→ **YOUR INSTRUCTIONS**: The expected answer holds every line from the first line of the data below through the line containing "I am building", exactly as written, and no other line.
★ ★ ★ ★ ★
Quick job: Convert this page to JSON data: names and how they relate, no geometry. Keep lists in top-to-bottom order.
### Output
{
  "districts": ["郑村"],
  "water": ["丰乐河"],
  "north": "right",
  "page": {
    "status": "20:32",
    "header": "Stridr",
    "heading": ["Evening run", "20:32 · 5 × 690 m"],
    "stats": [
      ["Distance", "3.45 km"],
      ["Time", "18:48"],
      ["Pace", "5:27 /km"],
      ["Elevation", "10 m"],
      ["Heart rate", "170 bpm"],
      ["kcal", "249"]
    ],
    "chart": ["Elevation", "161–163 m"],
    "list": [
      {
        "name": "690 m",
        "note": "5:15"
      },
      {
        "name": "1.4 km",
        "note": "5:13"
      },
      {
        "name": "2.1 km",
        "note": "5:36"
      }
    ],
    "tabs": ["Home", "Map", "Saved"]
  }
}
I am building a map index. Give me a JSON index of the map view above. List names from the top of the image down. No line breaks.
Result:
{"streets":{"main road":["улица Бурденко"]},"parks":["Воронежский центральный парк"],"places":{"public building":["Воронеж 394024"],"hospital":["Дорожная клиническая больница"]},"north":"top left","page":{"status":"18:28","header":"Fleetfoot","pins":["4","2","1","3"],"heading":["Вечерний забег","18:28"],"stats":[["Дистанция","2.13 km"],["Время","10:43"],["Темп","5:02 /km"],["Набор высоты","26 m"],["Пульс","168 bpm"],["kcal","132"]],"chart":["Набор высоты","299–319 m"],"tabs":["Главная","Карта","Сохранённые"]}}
★ ★ ★ ★ ★
→ **FINAL ANSWER**:
Quick job: Convert this page to JSON data: names and how they relate, no geometry. Keep lists in top-to-bottom order.
### Output
{
  "districts": ["郑村"],
  "water": ["丰乐河"],
  "north": "right",
  "page": {
    "status": "20:32",
    "header": "Stridr",
    "heading": ["Evening run", "20:32 · 5 × 690 m"],
    "stats": [
      ["Distance", "3.45 km"],
      ["Time", "18:48"],
      ["Pace", "5:27 /km"],
      ["Elevation", "10 m"],
      ["Heart rate", "170 bpm"],
      ["kcal", "249"]
    ],
    "chart": ["Elevation", "161–163 m"],
    "list": [
      {
        "name": "690 m",
        "note": "5:15"
      },
      {
        "name": "1.4 km",
        "note": "5:13"
      },
      {
        "name": "2.1 km",
        "note": "5:36"
      }
    ],
    "tabs": ["Home", "Map", "Saved"]
  }
}
I am building a map index. Give me a JSON index of the map view above. List names from the top of the image down. No line breaks.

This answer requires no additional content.